In addition, the Board considered the financial resources and overall reputation of Federated Hermes and its willingness to consider and make investments in personnel, infrastructure, technology, cybersecurity, business continuity planning and operational enhancements that are designed to benefit the Federated Hermes Funds. The Board considered Federated Hermes' oversight of the securities lending program for the Federated Hermes Funds that engage in securities lending and noted the income earned by the Federated Hermes Funds that participate in such program. In addition, the Board considered the quality of Federated Hermes' communications with the Board and responsiveness to Board inquiries and requests made from time to time with respect to the Federated Hermes Funds. The Board also considered that Federated Hermes is responsible for providing the Federated Hermes Funds' officers.

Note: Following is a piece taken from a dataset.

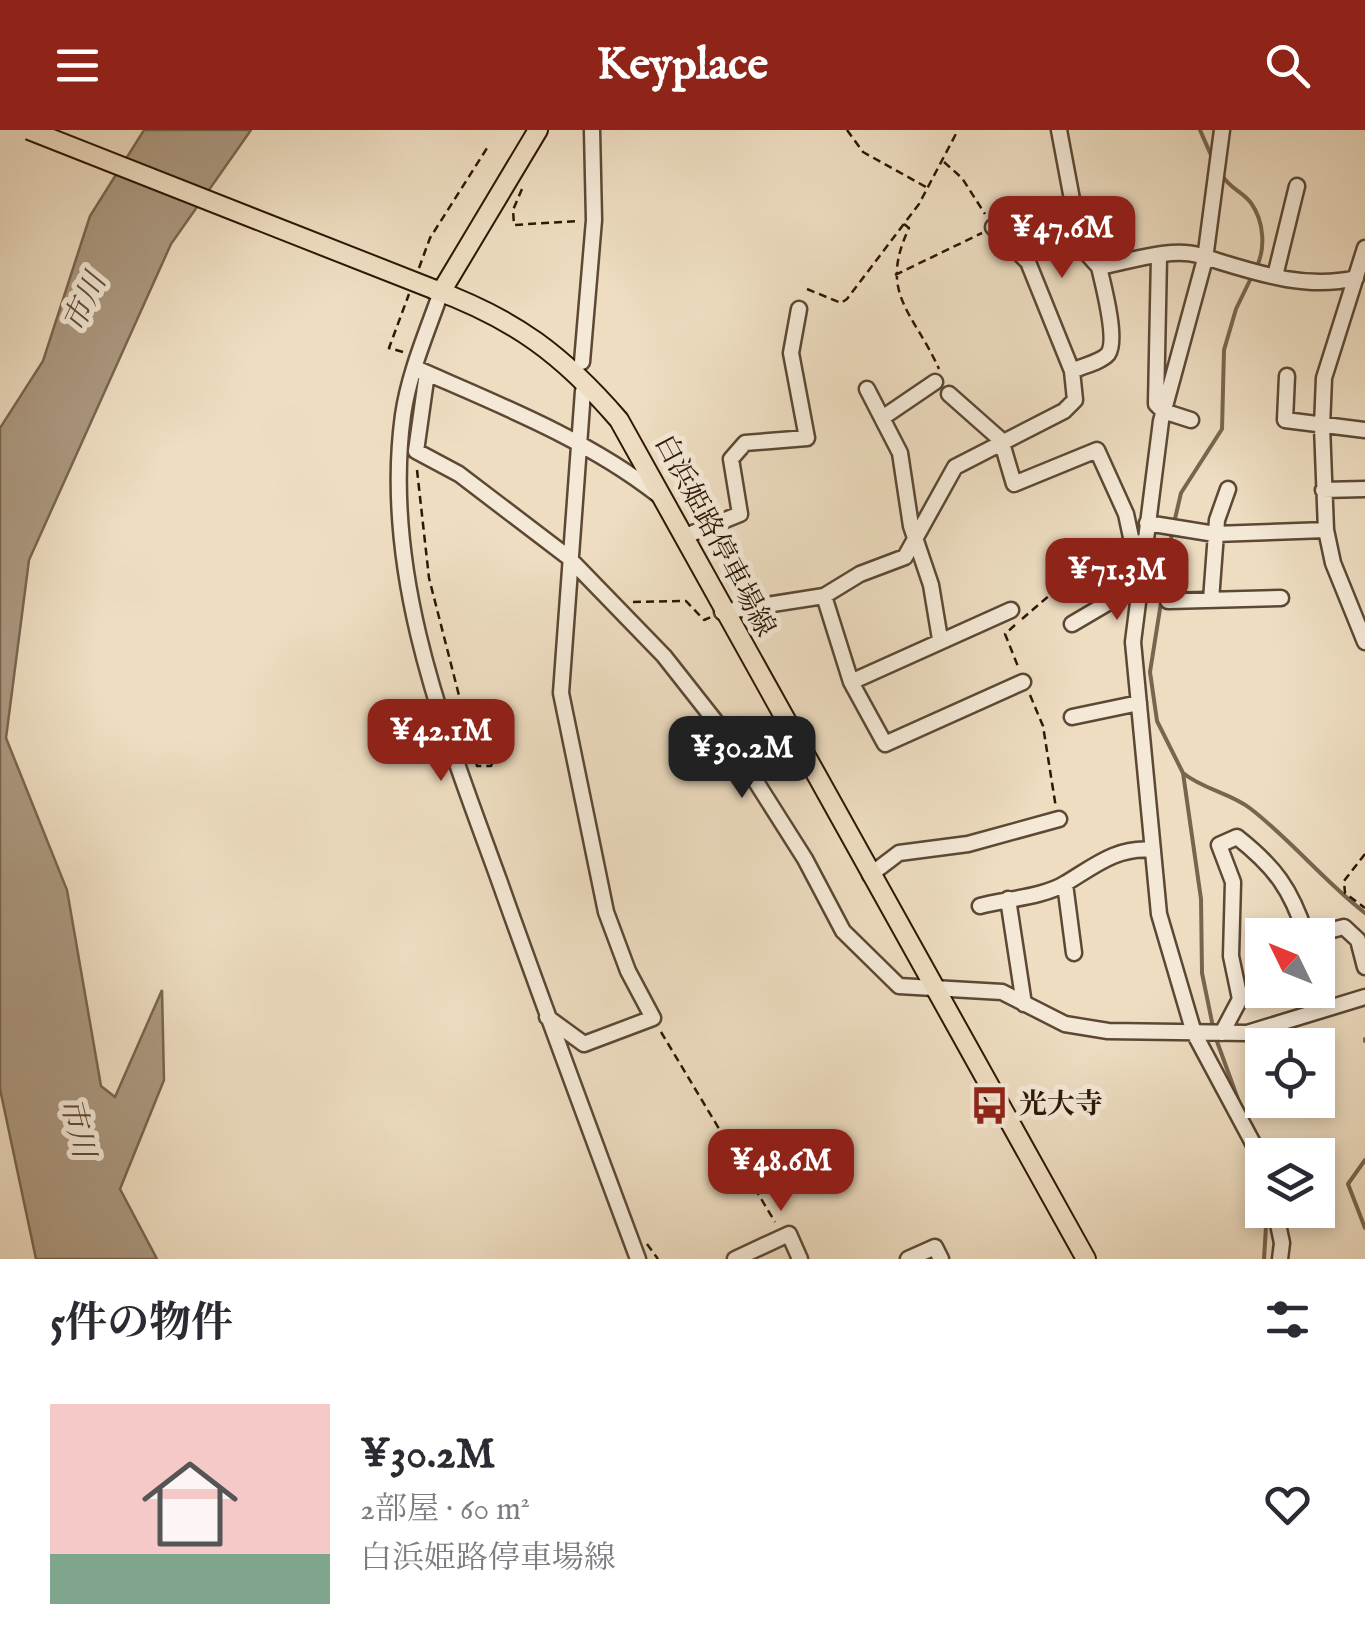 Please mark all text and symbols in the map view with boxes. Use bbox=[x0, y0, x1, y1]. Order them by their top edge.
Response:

The Board received and evaluated information regarding Federated Hermes' regulatory and compliance environment. The Board considered Federated Hermes' compliance program and compliance history and reports from the CCO about Federated Hermes' compliance with applicable laws and regulations, including responses to regulatory developments and any compliance or other issues raised by regulatory agencies. The Board also noted Federated Hermes' support of the Federated Hermes Funds' compliance control structure and the compliance-related resources devoted by Federated Hermes in support of the Fund's obligations pursuant to Rule 38a-1 under the Investment Company Act of 1940, as amended, including Federated Hermes' commitment to respond to rulemaking and other regulatory initiatives of the SEC. The Board considered Federated Hermes' approach to internal audits and risk management with respect to the Federated Hermes Funds and its day-to-day oversight of the Federated Hermes Funds' compliance with their investment objectives and policies as well as with applicable laws and regulations, noting that regulatory and other developments had over time
Semi-Annual Financial Statements and Additional Information
13
led, and continue to lead, to an increase in the scope of Federated Hermes' oversight in this regard. In addition, the Board noted Federated Hermes' commitment to maintaining high quality systems and expending substantial resources to prepare for and respond to ongoing changes due to the market, regulatory and control environments in which the Fund and its service providers operate.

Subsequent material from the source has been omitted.